» **What is expected**: The whole listing is to be retyped exactly as it appears.

________________________

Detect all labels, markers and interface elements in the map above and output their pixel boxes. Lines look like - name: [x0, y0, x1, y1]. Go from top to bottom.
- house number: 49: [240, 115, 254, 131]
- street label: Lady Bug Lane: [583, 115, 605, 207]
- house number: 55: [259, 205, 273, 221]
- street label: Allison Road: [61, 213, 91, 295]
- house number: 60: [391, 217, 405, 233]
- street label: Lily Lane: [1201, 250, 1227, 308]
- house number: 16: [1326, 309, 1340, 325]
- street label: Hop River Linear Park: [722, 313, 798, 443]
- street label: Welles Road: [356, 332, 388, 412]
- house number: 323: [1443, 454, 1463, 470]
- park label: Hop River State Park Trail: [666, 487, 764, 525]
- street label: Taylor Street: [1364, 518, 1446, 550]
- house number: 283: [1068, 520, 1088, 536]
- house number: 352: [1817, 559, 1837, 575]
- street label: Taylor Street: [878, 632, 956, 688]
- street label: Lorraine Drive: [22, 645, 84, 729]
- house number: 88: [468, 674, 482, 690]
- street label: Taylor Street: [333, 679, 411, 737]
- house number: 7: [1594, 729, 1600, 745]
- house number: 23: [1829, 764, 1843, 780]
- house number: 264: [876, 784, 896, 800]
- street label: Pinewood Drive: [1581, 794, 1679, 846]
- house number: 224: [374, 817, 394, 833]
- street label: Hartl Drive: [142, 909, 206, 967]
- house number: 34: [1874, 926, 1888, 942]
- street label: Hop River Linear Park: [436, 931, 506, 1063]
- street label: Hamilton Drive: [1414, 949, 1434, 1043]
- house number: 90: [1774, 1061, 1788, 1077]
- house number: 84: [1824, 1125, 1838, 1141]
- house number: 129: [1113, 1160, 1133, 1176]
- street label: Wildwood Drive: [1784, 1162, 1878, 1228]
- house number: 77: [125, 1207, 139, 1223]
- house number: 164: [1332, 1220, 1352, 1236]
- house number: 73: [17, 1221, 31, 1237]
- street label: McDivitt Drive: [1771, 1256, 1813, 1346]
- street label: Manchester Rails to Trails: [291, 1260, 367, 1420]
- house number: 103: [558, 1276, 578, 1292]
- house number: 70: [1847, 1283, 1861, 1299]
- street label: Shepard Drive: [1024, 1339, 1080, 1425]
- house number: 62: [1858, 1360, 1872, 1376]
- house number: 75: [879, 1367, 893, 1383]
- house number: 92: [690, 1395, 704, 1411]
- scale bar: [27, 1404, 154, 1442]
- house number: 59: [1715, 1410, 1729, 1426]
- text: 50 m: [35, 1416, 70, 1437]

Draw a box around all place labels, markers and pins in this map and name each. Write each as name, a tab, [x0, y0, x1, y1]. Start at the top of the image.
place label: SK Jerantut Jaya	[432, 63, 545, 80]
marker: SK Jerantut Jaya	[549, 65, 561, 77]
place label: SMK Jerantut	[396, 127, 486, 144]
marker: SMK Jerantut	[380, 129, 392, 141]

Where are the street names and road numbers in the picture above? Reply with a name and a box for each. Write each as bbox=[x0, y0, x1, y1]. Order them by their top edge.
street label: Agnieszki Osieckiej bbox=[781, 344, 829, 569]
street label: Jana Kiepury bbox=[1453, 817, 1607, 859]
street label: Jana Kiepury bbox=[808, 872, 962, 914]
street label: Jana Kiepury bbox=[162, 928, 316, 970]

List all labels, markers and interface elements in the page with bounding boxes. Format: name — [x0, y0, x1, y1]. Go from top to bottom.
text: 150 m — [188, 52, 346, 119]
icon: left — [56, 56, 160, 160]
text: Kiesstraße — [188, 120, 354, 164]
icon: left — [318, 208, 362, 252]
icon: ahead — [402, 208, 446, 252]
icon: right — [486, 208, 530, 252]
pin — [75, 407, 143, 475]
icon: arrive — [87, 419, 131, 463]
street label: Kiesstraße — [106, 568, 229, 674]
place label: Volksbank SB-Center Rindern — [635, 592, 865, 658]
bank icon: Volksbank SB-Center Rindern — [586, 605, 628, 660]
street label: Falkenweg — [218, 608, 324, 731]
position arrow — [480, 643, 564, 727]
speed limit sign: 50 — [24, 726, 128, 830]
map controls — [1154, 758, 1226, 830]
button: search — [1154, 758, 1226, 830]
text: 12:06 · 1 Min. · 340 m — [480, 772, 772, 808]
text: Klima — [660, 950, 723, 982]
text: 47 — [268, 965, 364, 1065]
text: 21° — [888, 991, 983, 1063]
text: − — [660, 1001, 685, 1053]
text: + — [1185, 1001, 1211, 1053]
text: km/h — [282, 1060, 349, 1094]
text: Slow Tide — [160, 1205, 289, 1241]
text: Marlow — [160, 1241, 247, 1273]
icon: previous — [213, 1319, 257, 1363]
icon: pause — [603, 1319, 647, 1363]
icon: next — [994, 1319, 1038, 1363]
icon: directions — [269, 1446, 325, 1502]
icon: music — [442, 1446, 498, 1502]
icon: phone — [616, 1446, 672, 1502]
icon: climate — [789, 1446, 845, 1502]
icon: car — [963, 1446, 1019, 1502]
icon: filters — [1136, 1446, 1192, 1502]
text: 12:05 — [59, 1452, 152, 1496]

________________________

» **Result of this exercise**:
Detect all labels, markers and interface elements in the map above and output their pixel boxes. Lines look like - name: [x0, y0, x1, y1]. Go from top to bottom.
- house number: 49: [240, 115, 254, 131]
- street label: Lady Bug Lane: [583, 115, 605, 207]
- house number: 55: [259, 205, 273, 221]
- street label: Allison Road: [61, 213, 91, 295]
- house number: 60: [391, 217, 405, 233]
- street label: Lily Lane: [1201, 250, 1227, 308]
- house number: 16: [1326, 309, 1340, 325]
- street label: Hop River Linear Park: [722, 313, 798, 443]
- street label: Welles Road: [356, 332, 388, 412]
- house number: 323: [1443, 454, 1463, 470]
- park label: Hop River State Park Trail: [666, 487, 764, 525]
- street label: Taylor Street: [1364, 518, 1446, 550]
- house number: 283: [1068, 520, 1088, 536]
- house number: 352: [1817, 559, 1837, 575]
- street label: Taylor Street: [878, 632, 956, 688]
- street label: Lorraine Drive: [22, 645, 84, 729]
- house number: 88: [468, 674, 482, 690]
- street label: Taylor Street: [333, 679, 411, 737]
- house number: 7: [1594, 729, 1600, 745]
- house number: 23: [1829, 764, 1843, 780]
- house number: 264: [876, 784, 896, 800]
- street label: Pinewood Drive: [1581, 794, 1679, 846]
- house number: 224: [374, 817, 394, 833]
- street label: Hartl Drive: [142, 909, 206, 967]
- house number: 34: [1874, 926, 1888, 942]
- street label: Hop River Linear Park: [436, 931, 506, 1063]
- street label: Hamilton Drive: [1414, 949, 1434, 1043]
- house number: 90: [1774, 1061, 1788, 1077]
- house number: 84: [1824, 1125, 1838, 1141]
- house number: 129: [1113, 1160, 1133, 1176]
- street label: Wildwood Drive: [1784, 1162, 1878, 1228]
- house number: 77: [125, 1207, 139, 1223]
- house number: 164: [1332, 1220, 1352, 1236]
- house number: 73: [17, 1221, 31, 1237]
- street label: McDivitt Drive: [1771, 1256, 1813, 1346]
- street label: Manchester Rails to Trails: [291, 1260, 367, 1420]
- house number: 103: [558, 1276, 578, 1292]
- house number: 70: [1847, 1283, 1861, 1299]
- street label: Shepard Drive: [1024, 1339, 1080, 1425]
- house number: 62: [1858, 1360, 1872, 1376]
- house number: 75: [879, 1367, 893, 1383]
- house number: 92: [690, 1395, 704, 1411]
- scale bar: [27, 1404, 154, 1442]
- house number: 59: [1715, 1410, 1729, 1426]
- text: 50 m: [35, 1416, 70, 1437]

Draw a box around all place labels, markers and pins in this map and name each. Write each as name, a tab, [x0, y0, x1, y1]. Start at the top of the image.
place label: SK Jerantut Jaya	[432, 63, 545, 80]
marker: SK Jerantut Jaya	[549, 65, 561, 77]
place label: SMK Jerantut	[396, 127, 486, 144]
marker: SMK Jerantut	[380, 129, 392, 141]

Where are the street names and road numbers in the picture above? Reply with a name and a box for each. Write each as bbox=[x0, y0, x1, y1]. Order them by their top edge.
street label: Agnieszki Osieckiej bbox=[781, 344, 829, 569]
street label: Jana Kiepury bbox=[1453, 817, 1607, 859]
street label: Jana Kiepury bbox=[808, 872, 962, 914]
street label: Jana Kiepury bbox=[162, 928, 316, 970]

List all labels, markers and interface elements in the page with bounding boxes. Format: name — [x0, y0, x1, y1]. Go from top to bottom.
text: 150 m — [188, 52, 346, 119]
icon: left — [56, 56, 160, 160]
text: Kiesstraße — [188, 120, 354, 164]
icon: left — [318, 208, 362, 252]
icon: ahead — [402, 208, 446, 252]
icon: right — [486, 208, 530, 252]
pin — [75, 407, 143, 475]
icon: arrive — [87, 419, 131, 463]
street label: Kiesstraße — [106, 568, 229, 674]
place label: Volksbank SB-Center Rindern — [635, 592, 865, 658]
bank icon: Volksbank SB-Center Rindern — [586, 605, 628, 660]
street label: Falkenweg — [218, 608, 324, 731]
position arrow — [480, 643, 564, 727]
speed limit sign: 50 — [24, 726, 128, 830]
map controls — [1154, 758, 1226, 830]
button: search — [1154, 758, 1226, 830]
text: 12:06 · 1 Min. · 340 m — [480, 772, 772, 808]
text: Klima — [660, 950, 723, 982]
text: 47 — [268, 965, 364, 1065]
text: 21° — [888, 991, 983, 1063]
text: − — [660, 1001, 685, 1053]
text: + — [1185, 1001, 1211, 1053]
text: km/h — [282, 1060, 349, 1094]
text: Slow Tide — [160, 1205, 289, 1241]
text: Marlow — [160, 1241, 247, 1273]
icon: previous — [213, 1319, 257, 1363]
icon: pause — [603, 1319, 647, 1363]
icon: next — [994, 1319, 1038, 1363]
icon: directions — [269, 1446, 325, 1502]
icon: music — [442, 1446, 498, 1502]
icon: phone — [616, 1446, 672, 1502]
icon: climate — [789, 1446, 845, 1502]
icon: car — [963, 1446, 1019, 1502]
icon: filters — [1136, 1446, 1192, 1502]
text: 12:05 — [59, 1452, 152, 1496]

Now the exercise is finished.